И Мельников спрятался за других.
-- Давайте в носки, ребята! У кого карты есть? -- послышался его торопливый голос.
Действительно, скоро в заднем углу завязалась игра -- слышались удары по носу, смех и козырянье. Володя напился чаю из самовара, который наставил ему барабанщик, угощал фейерверкеров, шутил, заговаривал с ними, желая заслужить популярность и очень довольный тем уважением, которое ему оказывали. Солдатики тоже, заметив, что барин прСстый, поразговорились. Один рассказывал, как скоро должно кончиться осадное положение [в] Севастополе, что ему верный флотский человек рассказывал, как Кистентин, царев брат, с мериканским флотом идет нам на выручку, еще -- как скоро уговор будет, чтобы не палить две недели и отдых дать, а коли кто выпалит, то за каждый выстрел 75 копеек штрафу платить будут.

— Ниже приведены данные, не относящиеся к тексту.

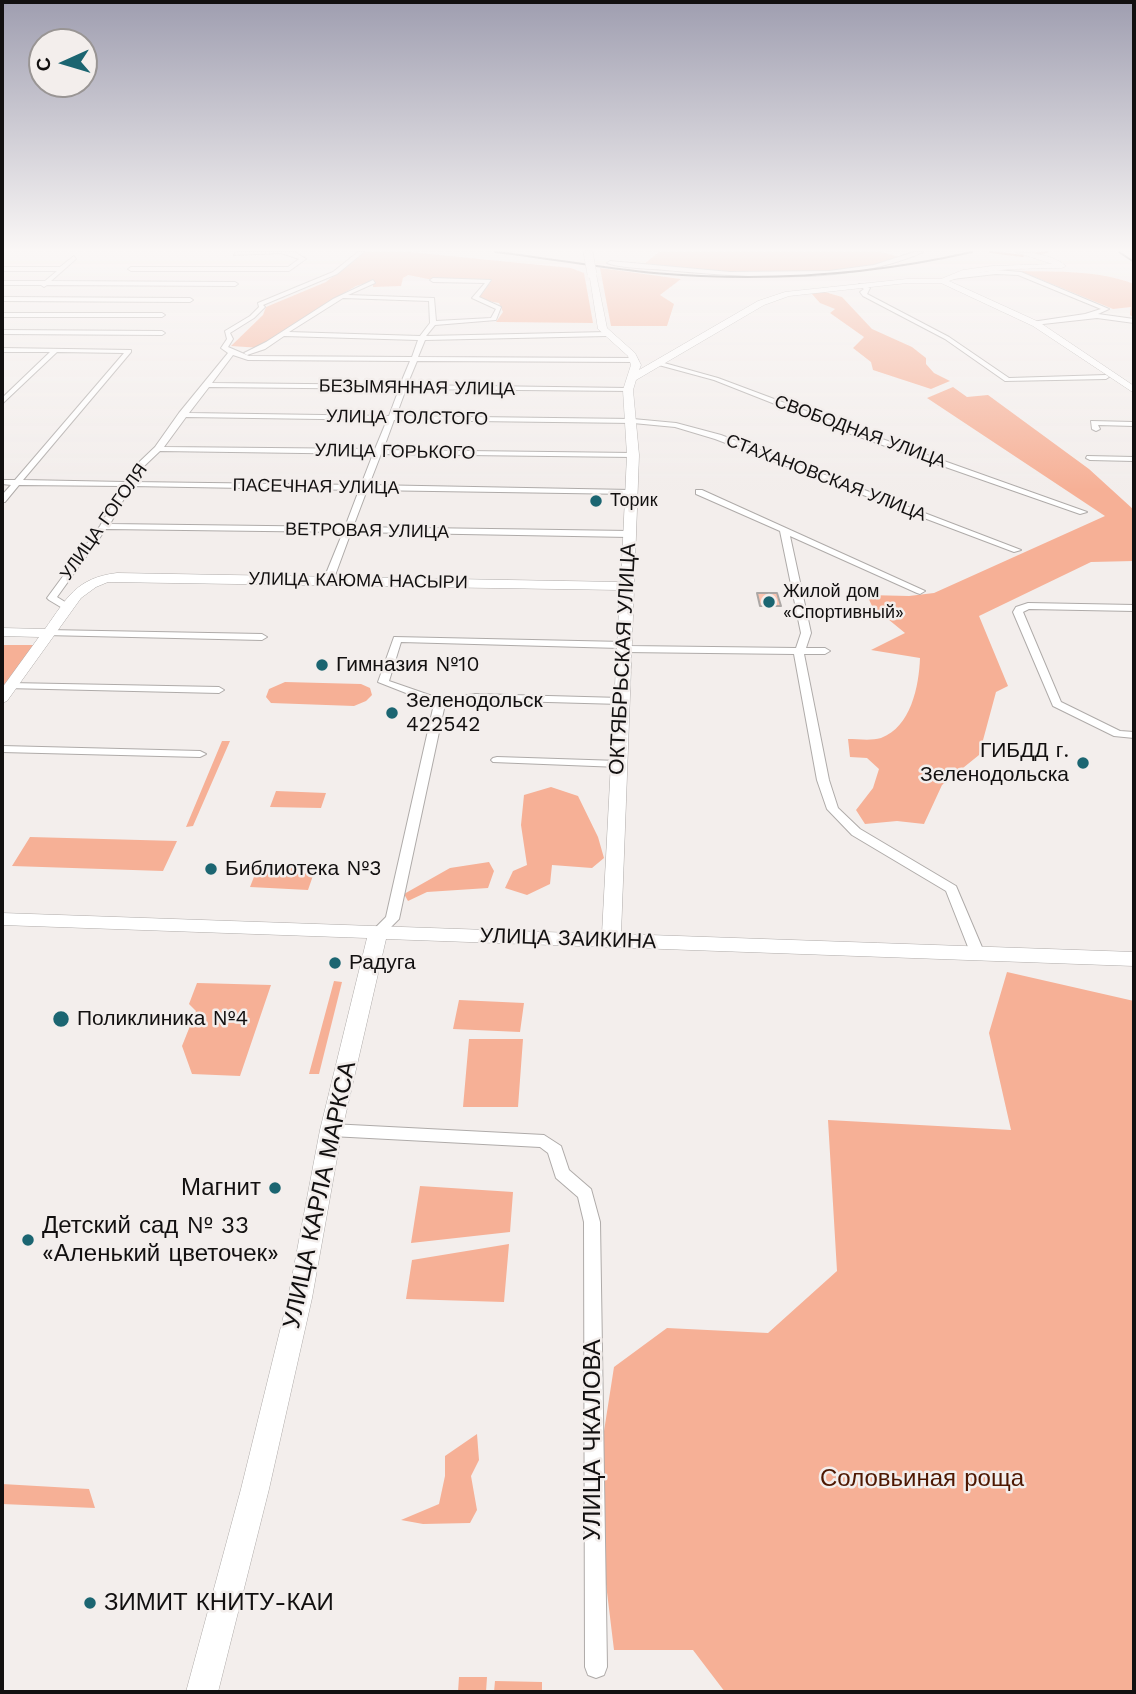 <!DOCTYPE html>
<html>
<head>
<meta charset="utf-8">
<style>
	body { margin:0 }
	#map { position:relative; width:1136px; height:1694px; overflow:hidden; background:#f3eeec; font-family:"Work Sans",sans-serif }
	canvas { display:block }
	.frame { position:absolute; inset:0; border:4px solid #121010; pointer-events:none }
	.north { position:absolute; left:28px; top:28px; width:70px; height:70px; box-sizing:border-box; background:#f3eeec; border:2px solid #999594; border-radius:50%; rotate:266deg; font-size:19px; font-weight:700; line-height:28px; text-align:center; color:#121010 }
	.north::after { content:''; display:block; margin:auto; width:24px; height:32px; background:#1b6571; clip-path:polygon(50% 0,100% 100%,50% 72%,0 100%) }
</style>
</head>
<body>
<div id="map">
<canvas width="1136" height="1694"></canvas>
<div class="frame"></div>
<div class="north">С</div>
</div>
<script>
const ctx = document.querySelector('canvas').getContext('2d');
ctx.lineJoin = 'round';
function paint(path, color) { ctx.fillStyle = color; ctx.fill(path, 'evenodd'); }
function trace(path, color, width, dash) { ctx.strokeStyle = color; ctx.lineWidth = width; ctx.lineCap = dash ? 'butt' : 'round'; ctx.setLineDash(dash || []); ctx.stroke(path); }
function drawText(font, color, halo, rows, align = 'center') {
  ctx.font = font + ' "Work Sans",sans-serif'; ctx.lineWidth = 5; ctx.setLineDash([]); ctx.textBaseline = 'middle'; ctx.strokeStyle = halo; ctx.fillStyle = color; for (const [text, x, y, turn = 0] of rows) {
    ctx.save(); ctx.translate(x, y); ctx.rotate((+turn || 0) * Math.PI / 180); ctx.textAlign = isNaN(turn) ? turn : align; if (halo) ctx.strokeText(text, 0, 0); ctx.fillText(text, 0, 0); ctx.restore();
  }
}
paint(new Path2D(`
	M363,252H409L571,268L584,273L593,323L496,322L503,312L499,303L477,299L492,280L428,279L408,275L403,278L401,286L373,287V281L356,286L321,307L261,348L231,346L263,315L266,307L326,282Z
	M659,252H880L900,257C852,285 701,270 644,264Z
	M600,268L681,279L660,295L674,304L667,326H611Z
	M1020,271C1058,272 1099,270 1134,284V318L1130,315L1131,307L1113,309Z
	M825,292L842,297L872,329L912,347L926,358V364L934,373L950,381L931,389L873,370L871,362L853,348L864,337L830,313L835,309L820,303L811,293Z
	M953,387L967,397L988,395L1089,469L1134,510V561L1091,562L979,616L1008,686L996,692L979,755L942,785L924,824L897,821L865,824L856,810L873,788L879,769L867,758L850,757L848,739C858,739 871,741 881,738C911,727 919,686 920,658L871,650L905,633L872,606L867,595L909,596L934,593L1105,516L927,398Z
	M4,645H34L2,690V647Z
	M285,682L361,684L370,688L372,695L366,701L354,706L271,703L266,697L269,689Z
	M222,741H230L193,826L186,827Z
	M551,787L578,796L598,837L604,858L592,868L552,865L550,884L527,895L505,888L513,871L527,865L521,825L524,795Z
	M276,791L326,793L321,808L270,807Z
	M30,837L177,841L163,871L12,866Z
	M489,862L494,871L488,888L427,892L408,901L404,894L450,868Z
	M259,864L316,867L308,890L250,887Z
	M1007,972L1134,1001V1692H725L693,1650H614L603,1559L602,1444L614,1367L667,1328L768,1333L837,1271L828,1120L1011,1130L989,1033Z
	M334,981L342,982L319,1074H309Z
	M197,983L271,985L240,1076L192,1074L182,1046L196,1011L189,1004Z
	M459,1000L524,1003L520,1032L453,1029Z
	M469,1039H523L518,1107H463Z
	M420,1186L513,1192L510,1232L411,1243Z
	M509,1244L504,1302L406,1299L412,1260Z
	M477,1434L479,1460L471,1476L477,1510L470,1523L423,1524L401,1520L439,1504L445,1476V1456Z
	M2,1484L89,1489L95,1508L2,1504Z
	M459,1677H487L486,1692H458Z
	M495,1681L542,1682V1692H494Z`), '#f6b096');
trace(new Path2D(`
	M990,252L1023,256
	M1033,254L1047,252`), '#d27d5d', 2);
const building = new Path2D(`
	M757,593H777L781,606H760Z`);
paint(building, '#fcc4b0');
trace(building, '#aba7a5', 2);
const street = new Path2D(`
	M236,252H295L306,259L289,271H131L128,269L131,267H288L299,259L281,253L234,255Z
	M358,252H364L337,274L263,305L265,307L254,318L230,333L233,339L228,347L249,356L412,357L418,340L284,336L265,349L247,355L244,353L266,342L333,299L373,280L375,283L348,295L434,298L436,321L491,318L496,309L472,298L485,283L433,282L430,280L433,278L491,280L479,297L501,307L496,320L435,325L426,336L607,332L610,334L607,336L425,340L418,357L635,358L638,360L635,362L417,361L407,385L628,388L632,390L630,391L406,389L396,416L633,419L676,423L721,435L1021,550L1014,552L715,439L675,427L633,423L394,420L383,450L633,453L637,455L633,457L381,454L369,485L631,490L635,492L631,494L367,490L353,527L629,531L633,534L629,537L351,532L333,581L328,584L323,581L343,532L106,529L57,597L70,605V609H64L49,600L47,598L100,526L123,486L19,485L5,502H2V495L11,485L2,484V480H15L124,353L57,352L2,404V398L50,352H2V348L131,350V352L23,480L125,482L133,468L155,447L179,413L228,353L221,348L227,339L225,331L250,316L259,307L258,303L333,272ZM343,298L429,301L430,323L420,336L289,332ZM233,355L248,360L410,361L400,385L212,383ZM209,387L399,389L389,416L189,413ZM186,417L387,420L375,449L164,447ZM160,451L373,454L361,485L133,482L139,471ZM131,486L359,490L345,527L110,524Z
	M914,252H923C848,286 745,277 665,270C647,268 624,269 607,263L610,261L730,272L829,271L874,265Z
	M74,256L76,259L51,281L235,282L238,284L235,286L47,285L44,287L41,285H2V281H45L57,271H2V267H60Z
	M996,270L1021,272L1109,309L1098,314L1134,319V323L1097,318L1034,325L1032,322L1085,314L1101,309L1018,275L996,274L952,279L949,277Z
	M859,284L870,288L867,294L949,337L1009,378L1106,375L1109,377L1106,379L1005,381L945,339L863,296L860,292L864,289L859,286Z
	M2,297L190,298L193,300L190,302L2,301Z
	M2,313H162L165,315L162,317H2Z
	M2,330L162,331L165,333L162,335L2,334Z
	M657,361L718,378L857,430L1087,512L1080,514L851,434L714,380L655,364L654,363Z
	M1091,421L1134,422V426L1098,425L1100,429L1096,431L1092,429Z
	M1087,456L1134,457V461L1090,460L1086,458Z
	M696,490H702L925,591L920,594L917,593L790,536L811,633L806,648H825L830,651L825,654H804L829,780L838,808L860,829L956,886L984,952L982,955H972L970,952L946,891L852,835L827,809L817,780L794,654L624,652L620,651V648L401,642L389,681L441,699L475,694L621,698L626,701L621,704L475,700L445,704L399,919L383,935H373L371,932L386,917L434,704L378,682L394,637L624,642L628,643V646L796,648L801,633L780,531L696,494Z
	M1028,603L1134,605V611L1029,609L1023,612L1061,702L1120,731L1134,732V738L1114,736L1053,706L1013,612L1016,607Z
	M48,630L262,634L267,637L262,640L45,635V631Z
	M10,683L219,687L224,690L219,693L6,688L5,686Z
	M2,746L200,751L206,754L200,757L2,752Z
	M497,757L619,761L625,764L619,767L493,762L491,760L493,758Z
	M331,1124L544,1135L561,1146L569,1170L591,1189L600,1222L607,1667L604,1675L596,1678L588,1675L585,1667L584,1222L578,1197L556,1178L548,1153L540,1147L331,1136L326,1134L323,1130L326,1126Z`);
const secondary = new Path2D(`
	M1015,252C1031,252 1054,255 1066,266L1062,268C1024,269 985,267 949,281L1039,322L1134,386V393L1033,326L941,283H907L789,296L764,305L636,380L633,390L639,455L621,934L1134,952V966L386,939L342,1130L312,1298L269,1489L218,1692H186L241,1489L288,1298L320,1130L367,938L2,925V913L602,934L620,590L108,582L96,587L81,598L7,701L2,703V688L39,637L2,636V628L45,629C67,598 76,578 117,573L621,582L627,455L623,390L631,365L628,356L598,329L589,272L596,274L607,328L635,353L641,365L639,370L758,301L785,292L907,279H941L963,270L992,266L1052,264Z`);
trace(street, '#afaba9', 2);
trace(secondary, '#afaba9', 1);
paint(street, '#fff');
paint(secondary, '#fff');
trace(new Path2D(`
	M495,252C548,258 601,268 654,273C761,282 867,276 972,252
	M1119,252L1134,262`), '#3f3c3c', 2);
const secondaryBridge = new Path2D(`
	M588,252L592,274`);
trace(secondaryBridge, '#afaba9', 10, []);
trace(secondaryBridge, '#fff', 9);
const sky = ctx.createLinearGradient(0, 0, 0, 490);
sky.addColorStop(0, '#9f9eb0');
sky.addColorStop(0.51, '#faf7f6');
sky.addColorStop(1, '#faf7f600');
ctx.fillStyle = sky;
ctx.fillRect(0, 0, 1136, 490);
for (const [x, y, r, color] of [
	[596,501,7,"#1b6571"],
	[769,602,7,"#1b6571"],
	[322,665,7,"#1b6571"],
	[392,713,7,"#1b6571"],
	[1083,763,7,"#1b6571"],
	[211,869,7,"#1b6571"],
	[335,963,7,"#1b6571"],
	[61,1019,9,"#1b6571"],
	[275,1188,7,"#1b6571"],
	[28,1240,7,"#1b6571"],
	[90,1603,7,"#1b6571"]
]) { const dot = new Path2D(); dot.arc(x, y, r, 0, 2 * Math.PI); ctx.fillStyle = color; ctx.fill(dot); trace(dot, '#f3eeec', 2.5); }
drawText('18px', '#121010', '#f3eeec', [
	["БЕЗЫМЯННАЯ УЛИЦА",417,388,1],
	["УЛИЦА ТОЛСТОГО",407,418,1],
	["СВОБОДНАЯ УЛИЦА",860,432,20],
	["УЛИЦА ГОРЬКОГО",395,452,1],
	["СТАХАНОВСКАЯ УЛИЦА",826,478,21],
	["ПАСЕЧНАЯ УЛИЦА",316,487,1],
	["УЛИЦА ГОГОЛЯ",104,522,-55],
	["ВЕТРОВАЯ УЛИЦА",367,531,1],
	["УЛИЦА КАЮМА НАСЫРИ",358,581,1]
]);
drawText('18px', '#121010', '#f3eeec', [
	["Торик",610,501],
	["Жилой дом",783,592],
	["«Спортивный»",783,613]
], 'left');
drawText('21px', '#121010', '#f3eeec', [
	["ОКТЯБРЬСКАЯ УЛИЦА",623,659,-87],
	["УЛИЦА ЗАИКИНА",568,939,2]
]);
drawText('21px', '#121010', '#f3eeec', [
	["Гимназия №10",336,665],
	["Зеленодольск",406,701],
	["422542",406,725],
	["ГИБДД г.",1069,751,"right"],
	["Зеленодольска",1069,775,"right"],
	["Библиотека №3",225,869],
	["Радуга",349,963],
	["Поликлиника №4",77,1019]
], 'left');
drawText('24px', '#121010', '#f3eeec', [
	["Магнит",261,1188,"right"],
	["Детский сад № 33",42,1226],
	["«Аленький цветочек»",42,1254],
	["ЗИМИТ КНИТУ-КАИ",104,1603]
], 'left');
drawText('24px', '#121010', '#f3eeec', [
	["УЛИЦА КАРЛА МАРКСА",320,1195,-78],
	["УЛИЦА ЧКАЛОВА",593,1440,-90]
]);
drawText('24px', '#4d1701', '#f3eeec', [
	["Соловьиная роща",922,1479]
]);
</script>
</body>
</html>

Васин, который, как успел рассмотреть Володя, был маленький, с большими добрыми глазами, бакенбардист, рассказал при общем сначала молчании, а потом хохоте, как, приехав в отпуск, сначала ему были ради, а потом отец стал его посылать на работу, а за женой лесничий поручик дрожки присылал. Все это чрезвычайно забавляло Володю. Он не только не чувствовал ни малейшего страха или неудовольствия от тесноты и тяжелого запаха в блиндаже, но ему чрезвычайно весело и приятно было.
Уже многие солдаты храпели. Вланг тоже растянулся на полу, и старый фейерверкер, расстелив шинель, крестясь, бормотал молитвы перед сном, когда Володе захотелось выйти из блиндажа -- посмотреть, что на дворе делается.
-- Подбирай ноги! -- закричали друг другу солдаты, только что он встал; и ноги, поджимаясь, дали ему дорогу.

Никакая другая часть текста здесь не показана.